• **Task statement**: Output every line from the beginning of the records through the line that contains "width:14px; height:14px; translate:-50%", exactly as it appears.

[The input]

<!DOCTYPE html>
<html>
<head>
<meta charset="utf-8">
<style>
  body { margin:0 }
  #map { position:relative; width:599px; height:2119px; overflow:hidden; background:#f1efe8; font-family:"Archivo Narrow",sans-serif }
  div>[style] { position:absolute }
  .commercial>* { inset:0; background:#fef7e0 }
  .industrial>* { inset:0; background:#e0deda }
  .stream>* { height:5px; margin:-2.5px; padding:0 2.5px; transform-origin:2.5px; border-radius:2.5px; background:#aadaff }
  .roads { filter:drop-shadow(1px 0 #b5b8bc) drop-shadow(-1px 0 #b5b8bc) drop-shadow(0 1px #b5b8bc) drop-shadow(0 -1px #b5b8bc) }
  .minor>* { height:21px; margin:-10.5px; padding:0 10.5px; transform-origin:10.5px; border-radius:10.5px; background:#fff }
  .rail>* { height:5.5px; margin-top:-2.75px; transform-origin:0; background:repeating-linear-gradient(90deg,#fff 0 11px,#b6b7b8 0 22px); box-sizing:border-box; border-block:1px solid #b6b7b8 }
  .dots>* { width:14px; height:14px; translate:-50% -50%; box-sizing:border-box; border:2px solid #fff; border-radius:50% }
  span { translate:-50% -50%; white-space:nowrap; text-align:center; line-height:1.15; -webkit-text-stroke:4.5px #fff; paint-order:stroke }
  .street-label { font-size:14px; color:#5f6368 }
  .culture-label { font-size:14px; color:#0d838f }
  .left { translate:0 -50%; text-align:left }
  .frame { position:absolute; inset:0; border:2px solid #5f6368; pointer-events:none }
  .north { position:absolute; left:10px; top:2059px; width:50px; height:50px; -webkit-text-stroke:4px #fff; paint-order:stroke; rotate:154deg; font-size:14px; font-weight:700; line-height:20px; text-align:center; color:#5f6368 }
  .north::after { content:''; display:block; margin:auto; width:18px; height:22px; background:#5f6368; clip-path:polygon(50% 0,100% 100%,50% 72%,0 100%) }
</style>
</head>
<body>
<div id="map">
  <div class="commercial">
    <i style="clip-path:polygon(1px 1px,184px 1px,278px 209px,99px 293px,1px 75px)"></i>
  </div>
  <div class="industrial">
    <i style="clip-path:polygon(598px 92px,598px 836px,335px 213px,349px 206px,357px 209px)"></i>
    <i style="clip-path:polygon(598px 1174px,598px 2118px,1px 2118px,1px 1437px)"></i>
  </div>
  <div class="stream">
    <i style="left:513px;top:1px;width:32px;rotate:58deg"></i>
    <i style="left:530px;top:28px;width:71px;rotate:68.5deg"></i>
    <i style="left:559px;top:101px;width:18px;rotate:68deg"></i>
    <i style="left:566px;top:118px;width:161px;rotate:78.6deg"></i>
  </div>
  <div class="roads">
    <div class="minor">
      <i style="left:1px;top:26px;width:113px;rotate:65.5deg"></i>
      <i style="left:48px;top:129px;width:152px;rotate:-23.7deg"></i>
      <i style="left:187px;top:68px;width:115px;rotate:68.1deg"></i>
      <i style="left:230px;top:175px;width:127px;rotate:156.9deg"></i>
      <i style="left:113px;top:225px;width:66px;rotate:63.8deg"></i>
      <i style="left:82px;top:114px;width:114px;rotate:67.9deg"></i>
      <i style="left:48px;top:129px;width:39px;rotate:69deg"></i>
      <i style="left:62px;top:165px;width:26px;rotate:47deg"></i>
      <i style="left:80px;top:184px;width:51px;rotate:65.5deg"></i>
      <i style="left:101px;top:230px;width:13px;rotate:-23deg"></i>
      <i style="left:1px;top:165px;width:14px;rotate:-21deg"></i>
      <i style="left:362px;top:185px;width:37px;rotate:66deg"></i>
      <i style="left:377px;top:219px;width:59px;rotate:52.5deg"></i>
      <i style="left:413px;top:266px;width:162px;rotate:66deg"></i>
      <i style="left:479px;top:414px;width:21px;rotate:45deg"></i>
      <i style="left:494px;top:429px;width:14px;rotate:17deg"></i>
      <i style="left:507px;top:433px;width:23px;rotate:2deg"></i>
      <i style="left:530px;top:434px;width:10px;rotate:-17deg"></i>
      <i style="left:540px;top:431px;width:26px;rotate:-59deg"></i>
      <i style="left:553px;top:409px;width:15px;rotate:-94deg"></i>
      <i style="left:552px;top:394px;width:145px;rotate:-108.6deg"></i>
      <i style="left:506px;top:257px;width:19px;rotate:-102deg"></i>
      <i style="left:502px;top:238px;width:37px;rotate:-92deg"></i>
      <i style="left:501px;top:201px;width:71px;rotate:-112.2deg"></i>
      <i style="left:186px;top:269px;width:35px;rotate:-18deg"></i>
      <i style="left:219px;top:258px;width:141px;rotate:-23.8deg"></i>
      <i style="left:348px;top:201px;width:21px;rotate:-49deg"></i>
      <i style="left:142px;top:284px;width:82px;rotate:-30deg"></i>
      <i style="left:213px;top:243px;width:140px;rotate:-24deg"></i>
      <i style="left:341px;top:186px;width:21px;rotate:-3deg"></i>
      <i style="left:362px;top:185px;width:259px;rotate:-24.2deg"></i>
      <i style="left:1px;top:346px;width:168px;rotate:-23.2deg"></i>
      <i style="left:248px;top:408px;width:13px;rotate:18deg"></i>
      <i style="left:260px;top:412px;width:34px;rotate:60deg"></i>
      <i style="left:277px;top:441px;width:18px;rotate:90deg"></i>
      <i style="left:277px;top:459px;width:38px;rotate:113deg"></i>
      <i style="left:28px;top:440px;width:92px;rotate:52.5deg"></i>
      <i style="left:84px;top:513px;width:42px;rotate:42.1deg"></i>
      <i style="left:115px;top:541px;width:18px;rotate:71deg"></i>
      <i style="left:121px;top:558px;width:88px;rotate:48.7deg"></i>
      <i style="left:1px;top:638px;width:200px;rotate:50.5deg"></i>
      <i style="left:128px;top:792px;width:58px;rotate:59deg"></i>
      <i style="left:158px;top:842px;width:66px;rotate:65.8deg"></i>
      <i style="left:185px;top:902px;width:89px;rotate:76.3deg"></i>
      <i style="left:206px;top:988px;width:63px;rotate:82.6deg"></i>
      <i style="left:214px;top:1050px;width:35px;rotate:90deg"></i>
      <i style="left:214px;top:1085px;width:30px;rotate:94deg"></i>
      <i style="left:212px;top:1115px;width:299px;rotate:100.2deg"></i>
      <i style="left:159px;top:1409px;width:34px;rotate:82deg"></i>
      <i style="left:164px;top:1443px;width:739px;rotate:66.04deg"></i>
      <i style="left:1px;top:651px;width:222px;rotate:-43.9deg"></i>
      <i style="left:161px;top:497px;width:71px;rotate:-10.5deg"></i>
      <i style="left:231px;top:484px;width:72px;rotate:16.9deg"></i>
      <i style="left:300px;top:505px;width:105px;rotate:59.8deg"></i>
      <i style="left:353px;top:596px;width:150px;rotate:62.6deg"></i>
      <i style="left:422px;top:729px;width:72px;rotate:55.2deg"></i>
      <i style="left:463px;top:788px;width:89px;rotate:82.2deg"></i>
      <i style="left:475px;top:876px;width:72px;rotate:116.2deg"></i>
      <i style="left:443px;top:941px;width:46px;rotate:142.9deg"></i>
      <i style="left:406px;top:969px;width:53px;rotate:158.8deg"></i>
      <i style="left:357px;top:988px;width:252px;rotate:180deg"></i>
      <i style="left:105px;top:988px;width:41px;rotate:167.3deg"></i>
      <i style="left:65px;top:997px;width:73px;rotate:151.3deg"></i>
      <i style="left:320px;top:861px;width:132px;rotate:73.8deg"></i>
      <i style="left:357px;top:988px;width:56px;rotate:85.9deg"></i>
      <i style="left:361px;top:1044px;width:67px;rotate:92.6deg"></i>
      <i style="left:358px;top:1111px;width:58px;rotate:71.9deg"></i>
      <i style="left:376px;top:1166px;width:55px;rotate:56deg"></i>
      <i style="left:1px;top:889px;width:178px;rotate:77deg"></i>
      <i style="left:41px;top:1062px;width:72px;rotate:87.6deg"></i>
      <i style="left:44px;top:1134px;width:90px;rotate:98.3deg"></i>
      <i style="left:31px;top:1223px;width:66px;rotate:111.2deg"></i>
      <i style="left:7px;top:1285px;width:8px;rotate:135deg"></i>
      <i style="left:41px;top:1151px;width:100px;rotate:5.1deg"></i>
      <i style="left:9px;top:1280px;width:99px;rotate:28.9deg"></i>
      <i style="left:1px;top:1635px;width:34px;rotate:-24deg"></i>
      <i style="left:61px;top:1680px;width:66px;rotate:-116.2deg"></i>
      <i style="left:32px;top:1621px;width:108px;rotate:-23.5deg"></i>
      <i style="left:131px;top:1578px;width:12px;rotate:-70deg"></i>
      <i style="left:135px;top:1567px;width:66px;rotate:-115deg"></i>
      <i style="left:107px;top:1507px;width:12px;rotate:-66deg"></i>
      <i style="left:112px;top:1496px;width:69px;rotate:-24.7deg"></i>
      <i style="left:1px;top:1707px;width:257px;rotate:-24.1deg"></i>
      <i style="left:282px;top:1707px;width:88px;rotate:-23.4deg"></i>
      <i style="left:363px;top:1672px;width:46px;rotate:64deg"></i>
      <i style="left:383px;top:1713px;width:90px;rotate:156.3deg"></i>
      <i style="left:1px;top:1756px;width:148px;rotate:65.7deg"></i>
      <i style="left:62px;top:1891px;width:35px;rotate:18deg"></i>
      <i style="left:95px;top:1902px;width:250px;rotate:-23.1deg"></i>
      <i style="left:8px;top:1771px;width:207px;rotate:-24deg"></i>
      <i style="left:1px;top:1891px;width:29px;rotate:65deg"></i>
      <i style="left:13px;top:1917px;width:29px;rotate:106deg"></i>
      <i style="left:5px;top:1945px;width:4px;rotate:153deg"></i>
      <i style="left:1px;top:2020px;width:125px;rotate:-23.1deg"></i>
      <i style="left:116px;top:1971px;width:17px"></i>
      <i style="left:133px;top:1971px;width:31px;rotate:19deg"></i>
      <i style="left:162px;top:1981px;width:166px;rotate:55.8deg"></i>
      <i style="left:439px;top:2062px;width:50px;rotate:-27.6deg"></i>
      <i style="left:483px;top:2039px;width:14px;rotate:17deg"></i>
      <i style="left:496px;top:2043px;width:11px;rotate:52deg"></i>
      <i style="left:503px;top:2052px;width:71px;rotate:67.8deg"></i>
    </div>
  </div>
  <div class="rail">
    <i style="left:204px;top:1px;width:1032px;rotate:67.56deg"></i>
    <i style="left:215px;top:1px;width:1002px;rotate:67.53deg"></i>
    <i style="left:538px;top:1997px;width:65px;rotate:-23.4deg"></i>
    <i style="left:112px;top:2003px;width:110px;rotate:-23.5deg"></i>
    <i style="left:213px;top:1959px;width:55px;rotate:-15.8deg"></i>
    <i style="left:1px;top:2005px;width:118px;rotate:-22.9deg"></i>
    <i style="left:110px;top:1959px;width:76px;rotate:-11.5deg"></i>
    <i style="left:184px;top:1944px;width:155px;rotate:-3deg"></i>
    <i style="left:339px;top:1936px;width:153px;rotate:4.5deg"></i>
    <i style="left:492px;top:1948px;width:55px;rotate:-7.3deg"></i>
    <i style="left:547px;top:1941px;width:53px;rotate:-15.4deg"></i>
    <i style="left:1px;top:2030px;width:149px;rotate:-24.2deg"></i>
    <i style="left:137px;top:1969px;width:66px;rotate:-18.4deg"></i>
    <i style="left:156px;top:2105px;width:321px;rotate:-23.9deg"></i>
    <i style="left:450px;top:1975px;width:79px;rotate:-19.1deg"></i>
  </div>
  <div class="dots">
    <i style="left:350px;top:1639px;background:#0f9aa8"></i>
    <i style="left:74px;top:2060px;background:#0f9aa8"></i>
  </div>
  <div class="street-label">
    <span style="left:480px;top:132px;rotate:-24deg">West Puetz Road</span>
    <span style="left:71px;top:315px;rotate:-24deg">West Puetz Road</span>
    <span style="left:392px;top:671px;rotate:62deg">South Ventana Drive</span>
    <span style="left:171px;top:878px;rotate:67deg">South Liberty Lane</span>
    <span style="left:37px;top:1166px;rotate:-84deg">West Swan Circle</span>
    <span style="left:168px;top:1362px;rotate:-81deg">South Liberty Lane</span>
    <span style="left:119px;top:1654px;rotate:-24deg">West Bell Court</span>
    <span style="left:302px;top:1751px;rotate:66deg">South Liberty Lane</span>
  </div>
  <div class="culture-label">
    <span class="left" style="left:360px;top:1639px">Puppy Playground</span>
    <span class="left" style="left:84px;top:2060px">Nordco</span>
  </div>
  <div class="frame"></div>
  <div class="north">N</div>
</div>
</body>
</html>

[/The input]

• **Task response**:
<!DOCTYPE html>
<html>
<head>
<meta charset="utf-8">
<style>
  body { margin:0 }
  #map { position:relative; width:599px; height:2119px; overflow:hidden; background:#f1efe8; font-family:"Archivo Narrow",sans-serif }
  div>[style] { position:absolute }
  .commercial>* { inset:0; background:#fef7e0 }
  .industrial>* { inset:0; background:#e0deda }
  .stream>* { height:5px; margin:-2.5px; padding:0 2.5px; transform-origin:2.5px; border-radius:2.5px; background:#aadaff }
  .roads { filter:drop-shadow(1px 0 #b5b8bc) drop-shadow(-1px 0 #b5b8bc) drop-shadow(0 1px #b5b8bc) drop-shadow(0 -1px #b5b8bc) }
  .minor>* { height:21px; margin:-10.5px; padding:0 10.5px; transform-origin:10.5px; border-radius:10.5px; background:#fff }
  .rail>* { height:5.5px; margin-top:-2.75px; transform-origin:0; background:repeating-linear-gradient(90deg,#fff 0 11px,#b6b7b8 0 22px); box-sizing:border-box; border-block:1px solid #b6b7b8 }
  .dots>* { width:14px; height:14px; translate:-50% -50%; box-sizing:border-box; border:2px solid #fff; border-radius:50% }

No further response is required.